§ **WHAT YOU SHOULD DO**: Without the pictures, repeat all of the data exactly as it appears below.

··· SUPPLIED DATA ···

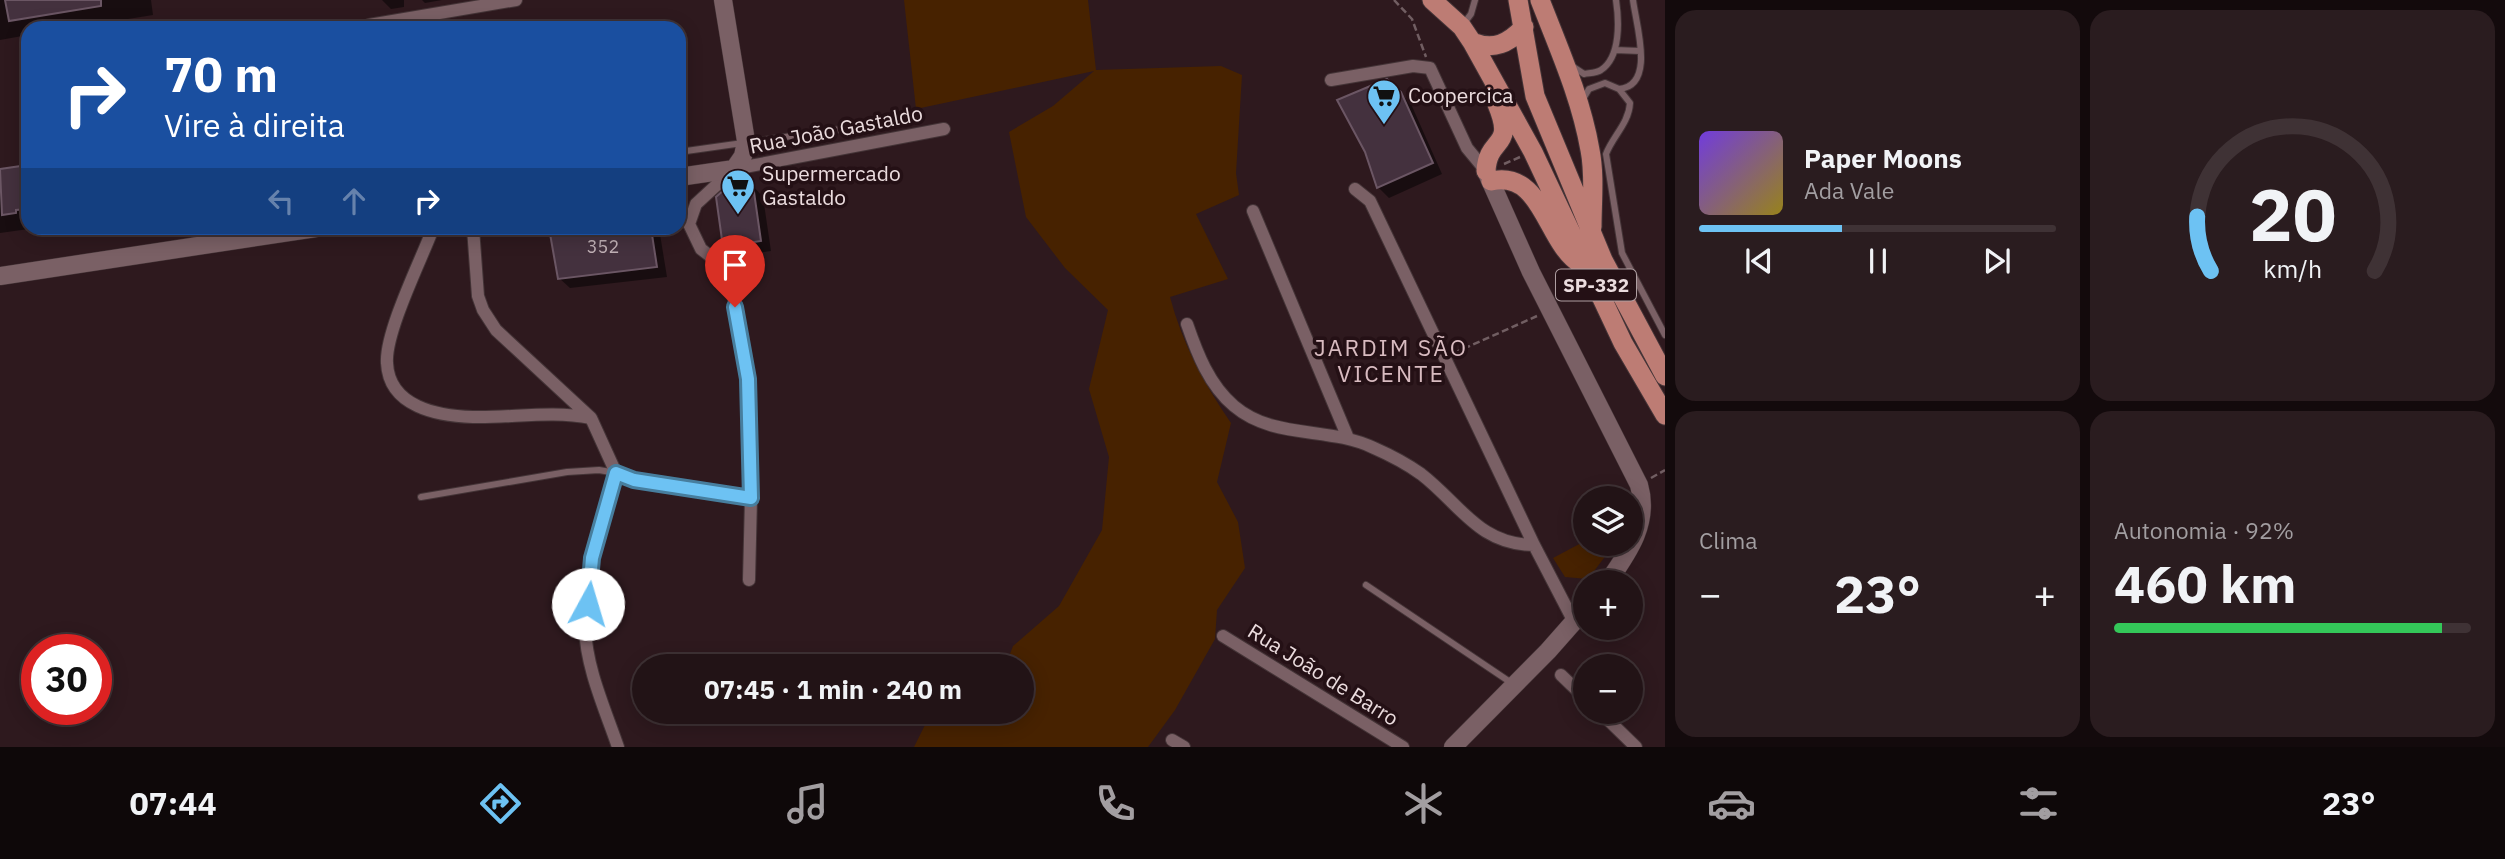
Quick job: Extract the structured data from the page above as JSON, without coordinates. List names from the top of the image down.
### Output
{
  "streets": {
    "main road": ["SP-332"],
    "street": ["Rua João Gastaldo", "Rua João de Barro"]
  },
  "districts": ["JARDIM SÃO VICENTE"],
  "places": {
    "supermarket": ["Coopercica", "Supermercado Gastaldo"]
  },
  "house_numbers": ["352"],
  "page": {
    "turn": ["70 m", "Vire à direita"],
    "song": ["Paper Moons", "Ada Vale"],
    "tile": [
      "Clima",
      ["Autonomia · 92%", "460 km"]
    ],
    "map_buttons": ["+", "−"],
    "heat": ["−", "23°", "+"],
    "limit": "30",
    "trip": "07:45 · 1 min · 240 m",
    "tabs": ["07:44", "23°"],
    "gauge": ["20", "km/h"]
  }
}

···

§ **RESPONSE**:
Quick job: Extract the structured data from the page above as JSON, without coordinates. List names from the top of the image down.
### Output
{
  "streets": {
    "main road": ["SP-332"],
    "street": ["Rua João Gastaldo", "Rua João de Barro"]
  },
  "districts": ["JARDIM SÃO VICENTE"],
  "places": {
    "supermarket": ["Coopercica", "Supermercado Gastaldo"]
  },
  "house_numbers": ["352"],
  "page": {
    "turn": ["70 m", "Vire à direita"],
    "song": ["Paper Moons", "Ada Vale"],
    "tile": [
      "Clima",
      ["Autonomia · 92%", "460 km"]
    ],
    "map_buttons": ["+", "−"],
    "heat": ["−", "23°", "+"],
    "limit": "30",
    "trip": "07:45 · 1 min · 240 m",
    "tabs": ["07:44", "23°"],
    "gauge": ["20", "km/h"]
  }
}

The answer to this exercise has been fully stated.